**WHAT YOU NEED TO DO**
Take every line from the entries below that includes the word "nowrap" and copy it.

[Source records]
══════

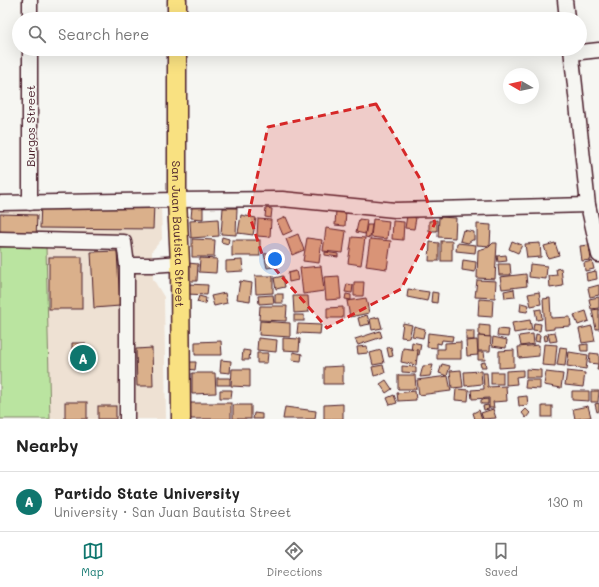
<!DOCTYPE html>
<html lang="en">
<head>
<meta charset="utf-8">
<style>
	body { margin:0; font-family:Mali,sans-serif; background:#f6f6f6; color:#222 }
	.compass { position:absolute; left:503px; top:68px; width:36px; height:36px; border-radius:50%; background:#fff; box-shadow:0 4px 16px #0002; rotate:279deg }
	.you { position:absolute; left:275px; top:259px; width:14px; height:14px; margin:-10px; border:3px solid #fff; border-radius:50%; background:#1a73e8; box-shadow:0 0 0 6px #1a73e833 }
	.badge { display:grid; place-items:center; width:26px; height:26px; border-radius:50%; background:#0f766e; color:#fff; font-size:13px; font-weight:700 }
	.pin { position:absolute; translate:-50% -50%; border:2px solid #fff; box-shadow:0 1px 4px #0006 }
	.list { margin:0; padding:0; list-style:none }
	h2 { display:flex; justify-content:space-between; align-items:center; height:52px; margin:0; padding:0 16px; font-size:17px }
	h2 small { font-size:13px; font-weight:400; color:#767676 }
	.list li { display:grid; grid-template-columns:26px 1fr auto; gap:12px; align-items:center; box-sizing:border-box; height:60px; padding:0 16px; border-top:1px solid #e0e0e0 }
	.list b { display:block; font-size:15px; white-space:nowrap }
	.list p { margin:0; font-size:13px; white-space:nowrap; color:#767676 }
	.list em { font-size:13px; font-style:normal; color:#767676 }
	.icon { flex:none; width:22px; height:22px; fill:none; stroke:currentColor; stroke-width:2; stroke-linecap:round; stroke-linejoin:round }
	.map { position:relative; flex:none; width:599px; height:419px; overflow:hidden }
	.search { position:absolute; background:#fff; box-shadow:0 4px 16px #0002; left:12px; right:12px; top:12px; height:44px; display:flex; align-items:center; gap:10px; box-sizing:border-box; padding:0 14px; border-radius:22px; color:#767676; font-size:15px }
	.sheet { height:112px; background:#fff }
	nav { display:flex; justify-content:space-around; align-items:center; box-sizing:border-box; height:56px; border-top:1px solid #e0e0e0; background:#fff; font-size:11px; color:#767676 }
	nav a { display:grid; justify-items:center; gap:2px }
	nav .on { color:#0f766e }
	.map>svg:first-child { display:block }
	.built { fill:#eee1d3 }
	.green { fill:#bae4a0; stroke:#828266 }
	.building { fill:#dab08b; stroke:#4a1f2b }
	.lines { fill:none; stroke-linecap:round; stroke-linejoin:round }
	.minor-casing { stroke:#4a1f2b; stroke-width:17 }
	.major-casing { stroke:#4a1f2b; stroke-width:21 }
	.minor { stroke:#f6f6f2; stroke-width:14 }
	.major { stroke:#f9e181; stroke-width:18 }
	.marked { fill:#d62828; fill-opacity:0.2; stroke:#d62828; stroke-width:3; stroke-dasharray:8 5; stroke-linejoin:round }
	.labels { text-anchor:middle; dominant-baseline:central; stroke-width:3; stroke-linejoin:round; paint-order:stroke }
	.street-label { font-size:12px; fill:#4a1f2b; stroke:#f6f6f2 }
</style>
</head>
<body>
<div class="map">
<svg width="599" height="419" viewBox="0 0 599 419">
	<rect width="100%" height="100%" fill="#f6f6f2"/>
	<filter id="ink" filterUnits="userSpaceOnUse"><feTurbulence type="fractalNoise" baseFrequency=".025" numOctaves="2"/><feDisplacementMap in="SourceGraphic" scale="8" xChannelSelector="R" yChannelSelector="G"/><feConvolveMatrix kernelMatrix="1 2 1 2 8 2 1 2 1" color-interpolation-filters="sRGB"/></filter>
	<g filter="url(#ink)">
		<path class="built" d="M161,204L162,239L152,251V265L153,279L164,297L166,419H0V209Z"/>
		<path class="green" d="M46,246L50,419H0V247Z"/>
		<g class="building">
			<path d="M41,203L154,204L153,229L40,228Z"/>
			<path d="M192,207H203V219L191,218Z"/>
			<path d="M223,208H237L236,235L221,234Z"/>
			<path d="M266,208L272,209L271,218L265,217Z"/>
			<path d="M336,210L346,211L345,226L335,225Z"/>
			<path d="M0,214L37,215L36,238L0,237Z"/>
			<path d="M241,215L256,218L253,235L238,233Z"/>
			<path d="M407,216L416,218L414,229L405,228Z"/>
			<path d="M286,217L292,231L283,235L277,221Z"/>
			<path d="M439,217L456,218L455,238L438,237Z"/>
			<path d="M218,219L219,236L191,238L190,221Z"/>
			<path d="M258,219L271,220L270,237L257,236Z"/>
			<path d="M359,219L367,220L365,234L356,232Z"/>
			<path d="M373,219L389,221L387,239L371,237Z"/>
			<path d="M437,220V231H429V221Z"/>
			<path d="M393,221L404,222L403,240L392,239Z"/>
			<path d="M477,224L491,225L490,246L477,245Z"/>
			<path d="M367,225H372L370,238L365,237Z"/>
			<path d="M326,228L346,231L343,253L323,251Z"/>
			<path d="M463,230L474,232V240H472L468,243L460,241Z"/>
			<path d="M298,234L304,250L292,255L286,239Z"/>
			<path d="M222,237L229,239L228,244L221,242Z"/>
			<path d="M352,237L365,238L361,265L348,263Z"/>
			<path d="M307,238L322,240L319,263L303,261Z"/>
			<path d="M192,239L215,240L214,257H192Z"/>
			<path d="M370,239L391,241L387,269L366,266Z"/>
			<rect x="232" y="240" width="28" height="16"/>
			<rect x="441" y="241" width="11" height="20"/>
			<path d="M512,241L522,245L518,253L509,249Z"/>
			<path d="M430,242L439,243V261H429Z"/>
			<path d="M457,243L476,245L475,253L456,251Z"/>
			<path d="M493,243H497L495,279L477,278L478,250L489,247Z"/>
			<path d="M540,243L541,257L527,258L525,244Z"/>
			<path d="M555,243L559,255L548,258L544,246Z"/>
			<path d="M589,245L591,260L582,261L580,246Z"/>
			<path d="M117,251L120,306L94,308L91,252Z"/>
			<path d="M277,252L279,266L267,268L264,254Z"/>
			<path d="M325,252L338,254V257L325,255Z"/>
			<path d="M506,255L507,261L498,262L497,256Z"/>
			<rect x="49" y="257" width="33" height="52"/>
			<path d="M200,258L217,259L216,273L199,272Z"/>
			<path d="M242,260L243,271L226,272V261Z"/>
			<path d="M463,260L476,262L475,272L462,270Z"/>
			<path d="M592,261L594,269L585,271L584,263Z"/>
			<path d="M188,263L198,264L197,281H187Z"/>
			<path d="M498,264H510L511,275H499Z"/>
			<path d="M530,264L547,266L546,279L529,277Z"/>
			<path d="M321,266L324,291L303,294L300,268Z"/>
			<path d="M561,268L563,286L550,288L549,276L557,275L556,269Z"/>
			<path d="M296,271L298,280L289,282L288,273Z"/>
			<path d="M596,271L597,279L587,281L586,273Z"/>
			<path d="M526,274L527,286L502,289L500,277Z"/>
			<path d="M255,276H273V293L256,294Z"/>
			<path d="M283,276L285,287L276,289L274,278Z"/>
			<path d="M339,276L341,299L326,300L324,277Z"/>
			<path d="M477,280L496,281L495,298L475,297Z"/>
			<path d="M240,281L252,283L250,301L237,299Z"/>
			<path d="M354,282H364L363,296H354Z"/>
			<path d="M188,284L208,285L207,295L187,294Z"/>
			<path d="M347,284L353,285L352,293L345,292Z"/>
			<path d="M599,285V295L590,297L588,288Z"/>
			<path d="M408,289L429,292L427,301L407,297Z"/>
			<path d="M514,289L515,297L505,298L504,291Z"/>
			<path d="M432,292L438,293L437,303L431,302Z"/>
			<path d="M539,292L541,304L531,306L528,294Z"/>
			<path d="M225,293L227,303L214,306L211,296Z"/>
			<rect x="275" y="294" width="8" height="9"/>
			<path d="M346,294L351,295V300L345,299Z"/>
			<path d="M273,295L274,303L259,304L258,296Z"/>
			<path d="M199,296L206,298L205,304L197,302Z"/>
			<path d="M293,296H308L309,312L294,313Z"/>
			<path d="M599,297V308L591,309L589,299Z"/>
			<path d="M366,298L369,313L350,317L347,301Z"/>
			<path d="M550,298L551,318L570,317L571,326L554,327V329L545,330L543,299Z"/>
			<path d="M479,299L493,300L492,317L478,316Z"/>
			<path d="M521,303L529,305L527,312L520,311Z"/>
			<path d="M260,306H287L286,321L259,320Z"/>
			<path d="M343,307V318H327V308Z"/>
			<path d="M541,309L542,319L537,320L535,310Z"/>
			<path d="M599,309V329H596L592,310Z"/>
			<path d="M586,311L589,321L578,325L574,315Z"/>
			<rect x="294" y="315" width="10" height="6"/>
			<path d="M367,315L370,324L360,326L358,318Z"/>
			<path d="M379,317L382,328L372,330L370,319Z"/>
			<path d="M530,320L532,330L514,333L512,323Z"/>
			<path d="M260,321L290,323V337L259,335Z"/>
			<path d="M403,323L412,325L409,338L401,337Z"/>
			<path d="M534,323L541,324L540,331L533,330Z"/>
			<path d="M298,324L321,325L320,334L297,333Z"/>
			<path d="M479,325L490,326V337L479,336Z"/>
			<path d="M414,326L425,329L423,338L412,336Z"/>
			<path d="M592,326L595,341L582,343L579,329Z"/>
			<path d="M498,329L509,330L508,337L497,336Z"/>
			<path d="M380,331L382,337L358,345L355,339Z"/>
			<rect x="466" y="331" width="8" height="9"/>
			<path d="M555,332L557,341L550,342L548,333Z"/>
			<path d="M428,333L453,336L452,341L442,340L441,344L437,343V348L427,347Z"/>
			<path d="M533,334L534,344L521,346L519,336Z"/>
			<path d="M536,334L540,335L539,342L535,341Z"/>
			<path d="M544,335H547L548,340L545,341Z"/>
			<path d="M478,336L491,337L490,351H478Z"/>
			<path d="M493,337L507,340L506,348L492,346Z"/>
			<path d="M258,338L277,340L276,352L257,350Z"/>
			<path d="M283,338L300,339L299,351L283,350Z"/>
			<path d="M477,340L478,355L467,356L466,341Z"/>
			<path d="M221,341L222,355H195V342Z"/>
			<path d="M412,342L421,344L419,355L411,353Z"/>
			<path d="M461,342V359H437V349H445V343Z"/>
			<path d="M72,343H85L84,366H72Z"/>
			<path d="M544,344L557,345L555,366L542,365Z"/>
			<path d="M588,344V351H581L580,345Z"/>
			<path d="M539,345V356L519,358L518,347Z"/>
			<path d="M367,346L368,353L358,354L357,347Z"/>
			<path d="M391,347L393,356L389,357L387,348Z"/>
			<path d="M560,347L567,348L565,366L557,365Z"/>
			<path d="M152,348L153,386H137L136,349Z"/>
			<path d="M403,348L418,350L416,365L401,362Z"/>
			<path d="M243,350L250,351L249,360H242Z"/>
			<path d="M381,350L384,363L373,365L370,353Z"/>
			<path d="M514,350V367L499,368V351Z"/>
			<path d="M293,352L302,354L301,361L292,360Z"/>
			<path d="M478,352H484L485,360H478Z"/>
			<path d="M569,352L588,355L586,369L567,366Z"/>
			<path d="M257,353H268L267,363H257Z"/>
			<path d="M590,353L599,354V370H597L598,364L589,363Z"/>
			<path d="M221,360L231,361L230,373L220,372Z"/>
			<path d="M189,362H196L195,370L188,369Z"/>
			<path d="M485,362L486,367H481L480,363Z"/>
			<path d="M442,364L450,366L447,376L439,373Z"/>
			<path d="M383,365L385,373L374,376L372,367Z"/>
			<path d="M433,365L430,376L420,377L423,366Z"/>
			<path d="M343,366V384H324V367Z"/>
			<path d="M402,366L416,367V373L402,372Z"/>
			<path d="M232,369H250V387L231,386Z"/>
			<path d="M526,369L541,370V378H526Z"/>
			<path d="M461,370L463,387L452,388L450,371Z"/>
			<path d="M523,370V376L516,377L517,384L506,385V371Z"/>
			<path d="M481,371L482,384L465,386L464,372Z"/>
			<path d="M567,371L585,373L583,387L565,385Z"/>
			<rect x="491" y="372" width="12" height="12"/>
			<path d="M546,372L563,374L561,388L544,385Z"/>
			<path d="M192,373H215L216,393L192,394Z"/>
			<path d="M483,373H487L488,387L506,386L507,401L493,402L494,408H489V398L472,399L471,390L484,389Z"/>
			<path d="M398,375H415L416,389H398Z"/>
			<path d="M448,376L451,391L419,395L417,380Z"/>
			<rect x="217" y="378" width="13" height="7"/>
			<path d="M386,380L392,389L386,393L380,384Z"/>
			<path d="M526,380H540V389L525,388Z"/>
			<path d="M456,389L469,390L468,401L455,400Z"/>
			<path d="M220,390H232L231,398H220Z"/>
			<path d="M415,391L416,400L398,401L397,393Z"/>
			<path d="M572,391H589V401L572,400Z"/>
			<path d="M591,391H599L598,402H591Z"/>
			<path d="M394,395L397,403L390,405L387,398Z"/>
			<path d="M527,396L528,405L519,406L518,397Z"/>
			<path d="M488,399V404H481V400Z"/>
			<rect x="65" y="402" width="22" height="17"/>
			<rect x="190" y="403" width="41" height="16"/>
			<path d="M599,403V411L597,412L595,404Z"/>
			<path d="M343,404V419H324V405Z"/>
			<rect x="233" y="405" width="18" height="14"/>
			<path d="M488,405L489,409L484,410L483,406Z"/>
			<rect x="98" y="406" width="18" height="13"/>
			<rect x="542" y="406" width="10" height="11"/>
			<path d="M588,406L591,417L575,419L573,409Z"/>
			<path d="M285,407L316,411L315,419H283Z"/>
			<path d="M493,409L496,418L483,419L481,413Z"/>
			<path d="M526,409L530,413L526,418L522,413Z"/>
			<path d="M479,410L482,419H475L473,413Z"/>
			<path d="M254,413L262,414V419H253Z"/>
		</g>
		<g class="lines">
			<defs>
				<g id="minor">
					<path d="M565,0L567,19"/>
					<path d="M30,19V0"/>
					<path d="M571,49L588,205L599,255"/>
					<path d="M572,53L599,50"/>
					<path d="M0,203L177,200L282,199L395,210L588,205"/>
					<path d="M30,203V49"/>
					<path d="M0,239L124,242L127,265"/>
					<path d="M127,419V265H152L180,263"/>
				</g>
				<g id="major">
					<path d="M177,0V19"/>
					<path id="s1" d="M177,49V200L180,263L181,419"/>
				</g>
			</defs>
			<use href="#minor" class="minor-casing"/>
			<use href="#major" class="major-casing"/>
			<use href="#minor" class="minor"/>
			<use href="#major" class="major"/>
		</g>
	</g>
	<path class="marked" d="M376,104L419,177L435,223L401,289L327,328L262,254L249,214L268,127Z"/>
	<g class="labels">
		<g class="street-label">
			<text transform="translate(30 126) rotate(-90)">Burgos Street</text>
			<text stroke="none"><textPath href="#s1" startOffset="185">San Juan Bautista Street</textPath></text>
		</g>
	</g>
</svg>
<svg class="compass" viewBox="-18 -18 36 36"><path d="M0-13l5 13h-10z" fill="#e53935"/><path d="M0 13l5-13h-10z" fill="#767676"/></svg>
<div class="you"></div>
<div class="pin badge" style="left:83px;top:358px">A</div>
<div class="search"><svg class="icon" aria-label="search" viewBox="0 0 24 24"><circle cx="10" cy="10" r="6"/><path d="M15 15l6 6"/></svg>Search here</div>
</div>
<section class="sheet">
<h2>Nearby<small></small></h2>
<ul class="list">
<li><span class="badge">A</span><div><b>Partido State University</b><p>University · San Juan Bautista Street</p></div><em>130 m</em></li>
</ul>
</section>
<nav>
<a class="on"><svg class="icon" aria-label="map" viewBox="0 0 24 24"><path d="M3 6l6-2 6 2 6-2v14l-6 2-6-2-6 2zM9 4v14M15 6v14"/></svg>Map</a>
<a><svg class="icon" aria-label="directions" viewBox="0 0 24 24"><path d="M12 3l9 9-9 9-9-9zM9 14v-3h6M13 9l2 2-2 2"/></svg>Directions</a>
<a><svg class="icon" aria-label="saved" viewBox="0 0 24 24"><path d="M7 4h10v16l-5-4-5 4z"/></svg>Saved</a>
</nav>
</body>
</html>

══════

**TASK SOLUTION**
	.list b { display:block; font-size:15px; white-space:nowrap }
	.list p { margin:0; font-size:13px; white-space:nowrap; color:#767676 }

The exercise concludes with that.